Pierre Collignon : L’art de communiquer comporte toujours une dimension éthique forte : si l’on veut bien y réfléchir quelques minutes, les deux plus célèbres communicants du XXe siècle étaient deux moustachus. Et quelles horreurs ils ont commises ! C’est pourquoi à l’Ircom nous mettons fortement l’accent pendant la formation sur le discernement éthique. Nous formons de futurs managers : au-delà des techniques de communication, c’est cette capacité de réflexion et cette exigence intellectuelle que nous développons chez les étudiants. Chaque communicant a le devoir de servir la vérité, d’expliquer la réalité en résistant au désir de la travestir ou de l’enjoliver pour servir sa cause ou son organisation. Un bon communicant doit donc être capable d’objectiver une situation et de réfléchir aux finalités de son action.

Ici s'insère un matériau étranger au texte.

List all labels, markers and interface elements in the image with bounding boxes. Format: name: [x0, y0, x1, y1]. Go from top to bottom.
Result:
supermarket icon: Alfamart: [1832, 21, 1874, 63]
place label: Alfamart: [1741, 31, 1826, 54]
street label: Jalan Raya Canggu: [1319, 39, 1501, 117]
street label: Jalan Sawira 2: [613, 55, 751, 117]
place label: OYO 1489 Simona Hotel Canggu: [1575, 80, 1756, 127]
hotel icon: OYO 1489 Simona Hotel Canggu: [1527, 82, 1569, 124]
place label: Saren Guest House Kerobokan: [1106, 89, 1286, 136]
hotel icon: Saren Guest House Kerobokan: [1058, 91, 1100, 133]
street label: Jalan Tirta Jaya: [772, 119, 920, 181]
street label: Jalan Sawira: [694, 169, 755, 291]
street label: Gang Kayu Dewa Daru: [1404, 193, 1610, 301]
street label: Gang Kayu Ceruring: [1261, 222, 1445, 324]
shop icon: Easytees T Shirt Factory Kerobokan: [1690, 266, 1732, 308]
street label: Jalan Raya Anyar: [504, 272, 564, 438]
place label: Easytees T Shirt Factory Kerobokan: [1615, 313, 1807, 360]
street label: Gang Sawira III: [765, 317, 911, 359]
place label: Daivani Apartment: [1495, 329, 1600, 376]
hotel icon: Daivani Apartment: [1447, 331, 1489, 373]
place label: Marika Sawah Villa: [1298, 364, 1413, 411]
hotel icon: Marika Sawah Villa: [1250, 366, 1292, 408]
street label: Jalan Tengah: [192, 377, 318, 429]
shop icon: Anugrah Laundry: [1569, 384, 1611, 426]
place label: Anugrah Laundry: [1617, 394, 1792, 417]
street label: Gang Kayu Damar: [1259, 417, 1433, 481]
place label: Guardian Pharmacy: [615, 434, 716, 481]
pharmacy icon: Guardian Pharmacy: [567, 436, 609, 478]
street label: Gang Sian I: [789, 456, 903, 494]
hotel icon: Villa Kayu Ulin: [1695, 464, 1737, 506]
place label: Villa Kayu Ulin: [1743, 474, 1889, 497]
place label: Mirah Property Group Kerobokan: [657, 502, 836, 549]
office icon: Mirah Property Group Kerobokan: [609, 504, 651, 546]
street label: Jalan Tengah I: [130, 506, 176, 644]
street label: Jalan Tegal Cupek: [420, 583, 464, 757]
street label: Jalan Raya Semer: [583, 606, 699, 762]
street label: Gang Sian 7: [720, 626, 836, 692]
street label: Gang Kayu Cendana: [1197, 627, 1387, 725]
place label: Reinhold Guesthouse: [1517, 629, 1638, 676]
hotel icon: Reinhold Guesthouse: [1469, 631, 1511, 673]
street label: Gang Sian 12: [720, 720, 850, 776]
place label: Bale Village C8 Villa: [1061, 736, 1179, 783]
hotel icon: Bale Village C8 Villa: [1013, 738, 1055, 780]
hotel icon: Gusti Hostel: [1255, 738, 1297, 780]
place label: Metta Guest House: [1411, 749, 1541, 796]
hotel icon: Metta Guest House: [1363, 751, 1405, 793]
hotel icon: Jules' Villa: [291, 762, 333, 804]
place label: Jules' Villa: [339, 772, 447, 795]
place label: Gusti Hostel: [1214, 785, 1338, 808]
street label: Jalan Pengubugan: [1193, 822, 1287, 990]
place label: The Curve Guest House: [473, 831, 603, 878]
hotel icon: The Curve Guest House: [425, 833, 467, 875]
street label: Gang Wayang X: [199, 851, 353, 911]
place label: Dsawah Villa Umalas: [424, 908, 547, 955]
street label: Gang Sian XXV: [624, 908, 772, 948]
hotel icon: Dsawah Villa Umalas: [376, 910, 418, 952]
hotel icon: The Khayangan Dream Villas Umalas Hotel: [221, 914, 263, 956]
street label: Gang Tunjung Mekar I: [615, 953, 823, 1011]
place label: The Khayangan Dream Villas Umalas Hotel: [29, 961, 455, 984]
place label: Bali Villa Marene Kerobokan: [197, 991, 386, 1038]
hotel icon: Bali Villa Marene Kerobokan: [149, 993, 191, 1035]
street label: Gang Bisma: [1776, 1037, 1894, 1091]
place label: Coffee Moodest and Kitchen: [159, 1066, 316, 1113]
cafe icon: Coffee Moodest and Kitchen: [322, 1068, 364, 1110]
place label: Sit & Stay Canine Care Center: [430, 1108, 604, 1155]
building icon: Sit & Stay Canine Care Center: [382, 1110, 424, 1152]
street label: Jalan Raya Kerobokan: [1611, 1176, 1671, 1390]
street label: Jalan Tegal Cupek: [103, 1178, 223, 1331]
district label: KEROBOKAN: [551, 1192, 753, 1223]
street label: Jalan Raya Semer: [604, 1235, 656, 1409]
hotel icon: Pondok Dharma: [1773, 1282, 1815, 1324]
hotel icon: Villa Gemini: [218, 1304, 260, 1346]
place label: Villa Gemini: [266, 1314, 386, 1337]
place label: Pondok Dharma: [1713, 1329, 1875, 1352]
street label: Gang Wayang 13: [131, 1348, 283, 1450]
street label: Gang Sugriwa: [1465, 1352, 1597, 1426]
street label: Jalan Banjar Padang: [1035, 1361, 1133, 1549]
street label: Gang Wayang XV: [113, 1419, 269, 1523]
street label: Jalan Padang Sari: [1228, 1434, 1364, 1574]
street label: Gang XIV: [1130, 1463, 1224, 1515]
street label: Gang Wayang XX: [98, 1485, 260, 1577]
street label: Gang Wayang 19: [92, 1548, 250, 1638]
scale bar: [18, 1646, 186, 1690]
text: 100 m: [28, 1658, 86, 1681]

Nous sommes dans un monde saturé de communication, que ce soit en politique, dans l’entreprise ou dans la vie privée… Ne faudrait-il pas arrêter de communiquer sur tout ? À l’heure des réseaux sociaux, du règne du “like” et du “RT”, est-il possible de communiquer sans rester superficiels ?
Il est vrai que l’explosion des moyens de communication a conduit à une certaine saturation et même superficialité des moyens de communication. On a cru que ces outils allaient nous rapprocher mais en voulant créer le “village global” nous avons tout simplement bâti la tour de Babel ! Cela dit, il ne faut pas oublier que les réseaux sociaux ne sont précisément que des moyens. À l’Ircom nous les voyons comme de formidables opportunités. Opportunité de “créer des ponts, de favoriser la rencontre et l’inclusion, enrichissant ainsi la société” (Ndlr, message du pape François pour la 50e Journée mondiale des communications sociales). Opportunité de favoriser le dialogue et le débat en politique. Opportunité d’une plus grande proximité entre une entreprise et ses partenaires ou ses clients. Et bien-sûr opportunité de nouveaux emplois en community management (nous avons d’ailleurs créé une spécialisation en 2e année de master). La rapidité de ces nouveaux moyens de communication ne nous dispense pas de réfléchir à ce qui fait une bonne communication : son utilité et sa véracité.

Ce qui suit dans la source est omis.